• _Supplied information_:
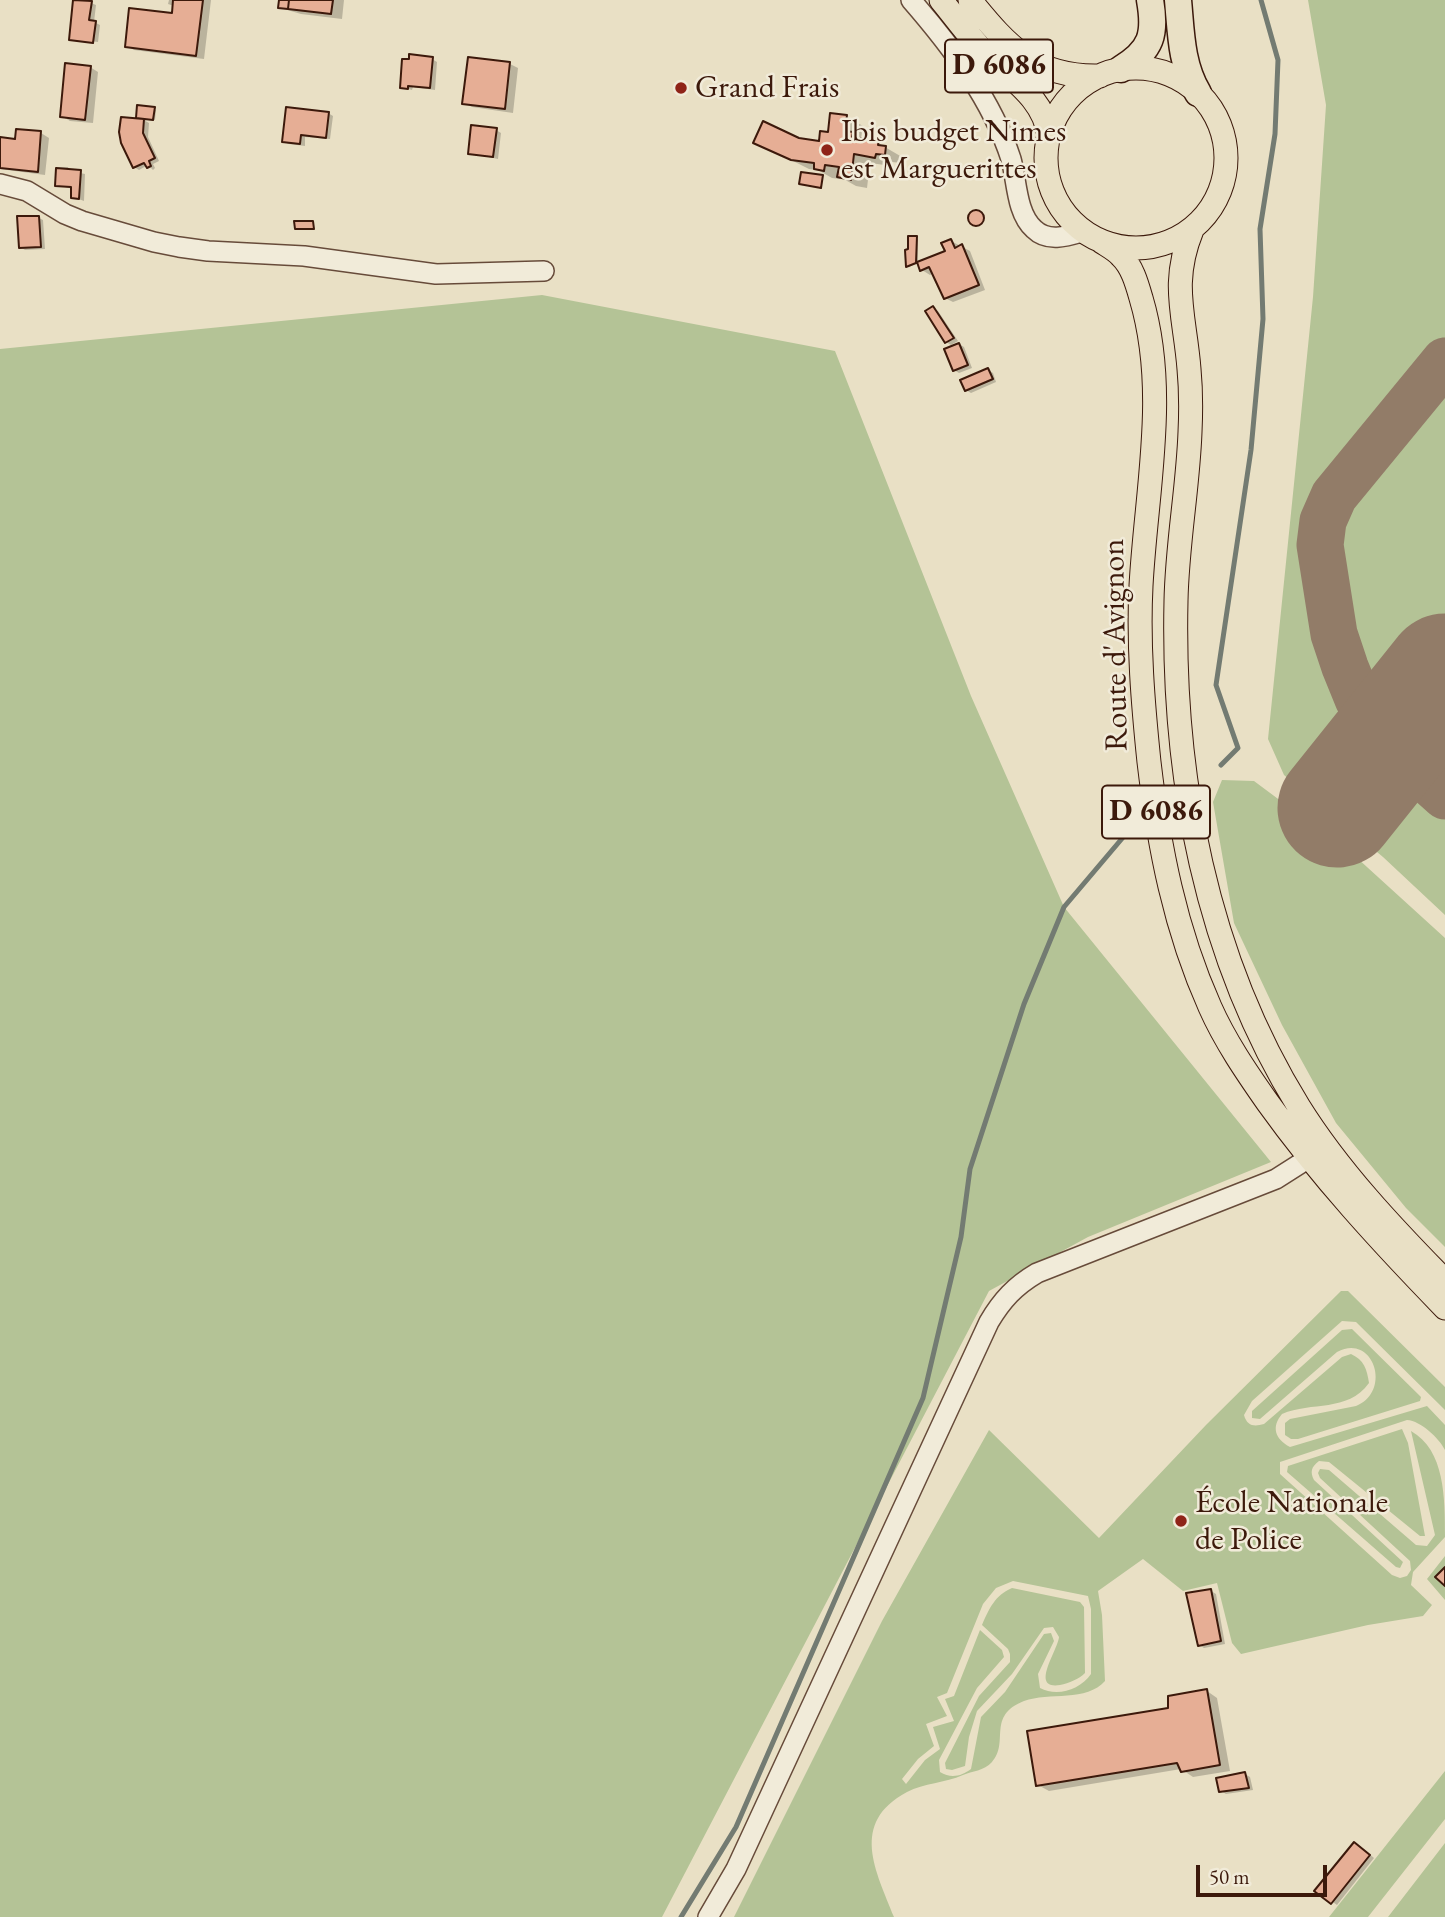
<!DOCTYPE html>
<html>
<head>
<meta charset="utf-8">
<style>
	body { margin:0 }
	#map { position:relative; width:1445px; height:1917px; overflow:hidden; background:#e9e0c5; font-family:"EB Garamond",serif }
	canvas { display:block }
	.scale { position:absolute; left:1196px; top:1865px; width:131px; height:32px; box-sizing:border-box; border:4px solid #3c190b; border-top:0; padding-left:9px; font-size:21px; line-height:24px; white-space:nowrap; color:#3c190b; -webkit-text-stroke:5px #f1ebd9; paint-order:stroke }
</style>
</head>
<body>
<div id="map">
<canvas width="1445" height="1917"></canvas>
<div class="scale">50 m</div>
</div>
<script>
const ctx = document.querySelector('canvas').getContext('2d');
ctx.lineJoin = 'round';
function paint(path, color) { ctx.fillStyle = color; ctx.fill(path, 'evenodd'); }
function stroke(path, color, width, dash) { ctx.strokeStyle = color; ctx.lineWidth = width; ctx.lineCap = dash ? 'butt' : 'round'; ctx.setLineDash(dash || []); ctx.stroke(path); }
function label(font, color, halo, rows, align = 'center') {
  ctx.font = font + ' "EB Garamond",serif'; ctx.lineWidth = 5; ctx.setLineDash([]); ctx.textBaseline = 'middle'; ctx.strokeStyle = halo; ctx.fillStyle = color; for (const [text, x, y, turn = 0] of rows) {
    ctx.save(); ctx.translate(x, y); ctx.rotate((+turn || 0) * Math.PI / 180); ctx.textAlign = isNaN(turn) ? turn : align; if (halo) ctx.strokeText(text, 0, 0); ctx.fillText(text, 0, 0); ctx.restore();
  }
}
const green = new Path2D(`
	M1308 0H1445V915L1383 857 1284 775 1268 739 1313 297 1326 105Z
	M542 295 835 351 971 696 1064 907 1271 1162 1088 1237 989 1291 662 1917H0V349Z
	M1222 780 1254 781 1356 857 1445 938V1247L1406 1208 1336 1123 1282 1025 1234 923 1213 802Z
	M1341 1291H1348L1445 1387V1410L1356 1322 1342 1321 1252 1401 1244 1415C1247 1426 1254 1427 1264 1424L1342 1357 1351 1354C1364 1360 1367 1369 1369 1383 1347 1413 1312 1401 1282 1414 1271 1427 1275 1439 1290 1447L1427 1406 1445 1425V1450C1439 1438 1421 1421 1407 1420L1280 1462V1474L1392 1575 1400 1578 1407 1576 1411 1570 1410 1561 1320 1478 1318 1473 1320 1469 1329 1470 1416 1545 1427 1546 1435 1535 1411 1431C1445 1450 1445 1498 1445 1537L1413 1572 1411 1585 1432 1605 1423 1616 1368 1625 1241 1654 1232 1643 1217 1583 1183 1591 1143 1559 1098 1591 1102 1615 1105 1681C1087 1702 1049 1692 1024 1701 986 1716 1010 1742 992 1762 984 1771 972 1771 963 1775 945 1783 924 1783 907 1792 849 1823 876 1871 894 1917H734L882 1621 989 1430 1099 1538 1206 1425ZM1013 1581 1088 1596 1091 1609V1674C1080 1690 1057 1697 1040 1688L1038 1674 1054 1641 1051 1633 1044 1634 1005 1692 981 1717 971 1769C962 1776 951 1779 940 1772L939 1760 977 1688 1004 1657 1002 1650 980 1630 954 1696 945 1699 954 1721 933 1727 940 1749 925 1760 906 1784 902 1779 918 1759 934 1746 926 1724 947 1716 937 1697 947 1693 983 1604 996 1588Z
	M1352 1329 1421 1397 1420 1401 1298 1439H1291L1285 1435V1423L1290 1419 1356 1406C1393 1391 1373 1332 1337 1352L1260 1419 1252 1418V1411L1342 1330Z
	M1402 1429 1408 1443 1425 1536H1420L1329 1462 1319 1461C1311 1467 1310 1472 1314 1480L1403 1562 1400 1568 1396 1567 1287 1472 1288 1466Z
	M1445 1556V1600L1427 1579Z
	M1012 1588 1080 1602 1084 1607 1085 1673C1079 1679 1069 1683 1060 1685 1029 1690 1058 1650 1059 1637L1053 1627 1044 1628 1012 1674 977 1711 969 1737 965 1766 952 1770 946 1769 945 1763 979 1696 1010 1662V1654L1008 1649 982 1625C989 1609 995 1595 1012 1588Z
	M1445 1771V1819L1368 1917H1329Z
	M1445 1843V1917H1388Z`);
const shadow = new Path2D(`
	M169 0H211L204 59 134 50 127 46 173 15 174 6 168 4Z
	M280 0H344L342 19 301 14 284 9 280 7Z
	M91 3 96 5 94 22 100 25 98 42 73 39V41L71 39Z
	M432 59 437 62 435 90 413 87 412 90 402 87Z
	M470 59 510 64 518 68 513 113 472 107 464 103Z
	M90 67 98 72 93 123 70 121 62 116Z
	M138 107 156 110 155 120 140 118 149 123 148 137 159 161 153 164 155 168 153 170 148 165 139 170 134 167Z
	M328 113 333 116 330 139 305 137V146L289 144 284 142Z
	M847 117 863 126 861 138 878 143 902 157 901 163 892 162V166L870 163 867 188 856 186 840 177V179L832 178 818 170 809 169 755 142 798 140 821 143Z
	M496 130 501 133 498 159 470 153Z
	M41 133 49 138 45 175 0 169V139L17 141Z
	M57 167H68L70 171 85 174 84 201 73 197V189L57 185Z
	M971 219a6 6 0 1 1 12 0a6 6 0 1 1-12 0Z
	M39 218 43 220 45 249 25 250 20 247Z
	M910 237 918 239V262L910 257 908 260 915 264 909 267 908 266 907 251H910Z
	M951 241 970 251 985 290 953 302 945 298 934 273 930 275 922 270 947 252Z
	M933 308 938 311 958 341 951 345 946 342Z
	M959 344 964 347 972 368 959 373 954 370Z
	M988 370 993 373 996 382 971 393 966 390Z
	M1211 1591 1216 1594 1225 1644 1204 1648 1199 1645Z
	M1207 1691 1217 1698 1230 1771 1193 1777 1181 1769 1049 1791 1038 1785Z
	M1245 1774 1250 1777 1253 1790 1226 1794 1221 1791Z
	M1360 1846 1374 1858 1337 1905 1317 1891Z`);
const stream = new Path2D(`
	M1221 765 1238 748 1216 685 1251 450 1263 319 1260 229 1275 134 1278 60 1261 0
	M681 1917 736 1827 923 1398 961 1237 970 1169 1024 1004 1064 907 1125 835`);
const taxiway = new Path2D(`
	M1445 361 1334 496 1323 521 1320 545 1334 634 1345 667 1358 699 1388 745 1445 796`);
const runway = new Path2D(`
	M1337 808 1445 673`);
const building = new Path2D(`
	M73 0 92 1 89 20 96 21 93 43 69 40Z
	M173 0H203L196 56 125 47 129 8 172 13Z
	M279 0H289L288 9 278 8Z
	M289 0H333L331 14 288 9Z
	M409 54 433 57 430 88 408 86V89L400 88 402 59H409Z
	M468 57 510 62 505 109 462 104Z
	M65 63 91 66 85 120 60 117Z
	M137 105 155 107 153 120 136 118Z
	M286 107 329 112 326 138 301 135 300 144 282 142Z
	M830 113 847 115 845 131 853 132 852 137 879 141 878 145 886 146 885 155 876 154 875 158 854 154 851 180 837 177 839 167 825 165 824 171 814 169V163L791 160 753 143 763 121 799 138 819 141 820 131 828 132Z
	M121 117 144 119 143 133 155 158 149 161 151 166 147 168 144 163 133 168 121 143 119 132Z
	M471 125 497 128 493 157 468 154Z
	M16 129 41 131 38 172 0 168V137L15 139Z
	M56 168 81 170 79 199 71 198V187L55 186Z
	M801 172 823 175 821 188 799 184Z
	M968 218a8 8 0 1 1 16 0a8 8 0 1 1-16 0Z
	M17 216H39L41 247 19 248Z
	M294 221H313L314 229H295Z
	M908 236H917L916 263 906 267 905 250 908 249Z
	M951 239 955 248 962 244 979 285 944 299 929 267 920 271 917 262 945 251 941 243Z
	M933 306 954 338 945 343 925 311Z
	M959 343 968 365 953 371 944 349Z
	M988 368 993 379 965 391 960 380Z
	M1445 1567V1586L1435 1577Z
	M1211 1589 1221 1641 1198 1646 1186 1593Z
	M1207 1689 1220 1765 1181 1772 1177 1763 1036 1786 1027 1731 1168 1708V1696Z
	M1245 1772 1249 1788 1219 1792 1216 1778Z
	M1354 1842 1370 1855 1331 1904 1314 1891Z`);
const minor = new Path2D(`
	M911 0C951 46 992 100 1011 159 1017 180 1016 213 1034 229 1048 243 1068 236 1085 231
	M0 184 27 191 65 214 82 221 154 242 179 247 208 251 304 256 436 274 544 271
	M708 1917 736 1869 989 1322C1002 1300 1015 1286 1037 1273L1276 1179 1309 1158`);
const major = new Path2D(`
	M941 0C955 17 968 35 983 51 1009 78 1044 97 1049 136
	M970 0C1008 47 1036 78 1100 76
	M1046 158a90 90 0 1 1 180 0a90 90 0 1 1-180 0Z
	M1192 230C1170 284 1185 316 1189 369 1191 390 1191 411 1190 432 1188 488 1177 544 1176 601 1172 777 1206 957 1299 1107 1339 1171 1393 1228 1445 1281
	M1102 242C1108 246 1116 250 1121 256 1132 266 1137 284 1141 298 1169 392 1146 491 1141 586 1138 644 1143 704 1149 762 1159 847 1175 929 1210 1007 1225 1041 1247 1073 1268 1103 1321 1177 1382 1243 1445 1308`);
const highway = new Path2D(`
	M1178 0C1181 32 1181 65 1198 93
	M1121 69C1152 50 1156 34 1150 0`);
const markers = [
	[681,88,7,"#8f2418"],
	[827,150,7,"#8f2418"],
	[1181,1521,7,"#8f2418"]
];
const shields = [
	[999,66,108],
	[1156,812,108]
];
const shieldNames = [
	["D 6086",999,66],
	["D 6086",1156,812]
];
const poiNames = [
	["Grand Frais",695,88],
	["Ibis budget Nimes",841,132],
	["est Marguerittes",841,169],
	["École Nationale",1195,1503],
	["de Police",1195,1540]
];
const streetNames = [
	["Route d'Avignon",1116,645,-91]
];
paint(green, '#b4c396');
paint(shadow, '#0003');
stroke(stream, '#737b72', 5);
stroke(taxiway, '#927c68', 47);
stroke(runway, '#927c68', 119);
paint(building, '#e6ae95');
stroke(building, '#3c190b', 2);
stroke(minor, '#674b3a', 22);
stroke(major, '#3c190b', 25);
stroke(highway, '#3c190b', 29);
stroke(minor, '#f1ebd9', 19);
stroke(major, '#e9e0c5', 23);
stroke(highway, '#e9e0c5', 26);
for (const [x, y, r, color] of markers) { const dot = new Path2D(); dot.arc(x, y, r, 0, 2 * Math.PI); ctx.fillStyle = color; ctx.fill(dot); stroke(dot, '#f1ebd9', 2.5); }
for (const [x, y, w] of shields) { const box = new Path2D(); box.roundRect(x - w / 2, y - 26.5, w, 53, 5); ctx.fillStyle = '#f1ebd9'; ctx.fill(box); stroke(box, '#3c190b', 2); }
label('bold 30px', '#3c190b', null, shieldNames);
label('32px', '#3c190b', '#f1ebd9', poiNames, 'left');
label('32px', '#3c190b', '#f1ebd9', streetNames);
</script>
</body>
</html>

• _The task_: The answer is the lines above between the line holding "function stroke(path, color, width, dash)" and the line holding "M1341 1291H1348L1445 1387V1410L1356", inclusive, each written out exactly, and no others.

• _Solved exercise_:
function stroke(path, color, width, dash) { ctx.strokeStyle = color; ctx.lineWidth = width; ctx.lineCap = dash ? 'butt' : 'round'; ctx.setLineDash(dash || []); ctx.stroke(path); }
function label(font, color, halo, rows, align = 'center') {
  ctx.font = font + ' "EB Garamond",serif'; ctx.lineWidth = 5; ctx.setLineDash([]); ctx.textBaseline = 'middle'; ctx.strokeStyle = halo; ctx.fillStyle = color; for (const [text, x, y, turn = 0] of rows) {
    ctx.save(); ctx.translate(x, y); ctx.rotate((+turn || 0) * Math.PI / 180); ctx.textAlign = isNaN(turn) ? turn : align; if (halo) ctx.strokeText(text, 0, 0); ctx.fillText(text, 0, 0); ctx.restore();
  }
}
const green = new Path2D(`
	M1308 0H1445V915L1383 857 1284 775 1268 739 1313 297 1326 105Z
	M542 295 835 351 971 696 1064 907 1271 1162 1088 1237 989 1291 662 1917H0V349Z
	M1222 780 1254 781 1356 857 1445 938V1247L1406 1208 1336 1123 1282 1025 1234 923 1213 802Z
	M1341 1291H1348L1445 1387V1410L1356 1322 1342 1321 1252 1401 1244 1415C1247 1426 1254 1427 1264 1424L1342 1357 1351 1354C1364 1360 1367 1369 1369 1383 1347 1413 1312 1401 1282 1414 1271 1427 1275 1439 1290 1447L1427 1406 1445 1425V1450C1439 1438 1421 1421 1407 1420L1280 1462V1474L1392 1575 1400 1578 1407 1576 1411 1570 1410 1561 1320 1478 1318 1473 1320 1469 1329 1470 1416 1545 1427 1546 1435 1535 1411 1431C1445 1450 1445 1498 1445 1537L1413 1572 1411 1585 1432 1605 1423 1616 1368 1625 1241 1654 1232 1643 1217 1583 1183 1591 1143 1559 1098 1591 1102 1615 1105 1681C1087 1702 1049 1692 1024 1701 986 1716 1010 1742 992 1762 984 1771 972 1771 963 1775 945 1783 924 1783 907 1792 849 1823 876 1871 894 1917H734L882 1621 989 1430 1099 1538 1206 1425ZM1013 1581 1088 1596 1091 1609V1674C1080 1690 1057 1697 1040 1688L1038 1674 1054 1641 1051 1633 1044 1634 1005 1692 981 1717 971 1769C962 1776 951 1779 940 1772L939 1760 977 1688 1004 1657 1002 1650 980 1630 954 1696 945 1699 954 1721 933 1727 940 1749 925 1760 906 1784 902 1779 918 1759 934 1746 926 1724 947 1716 937 1697 947 1693 983 1604 996 1588Z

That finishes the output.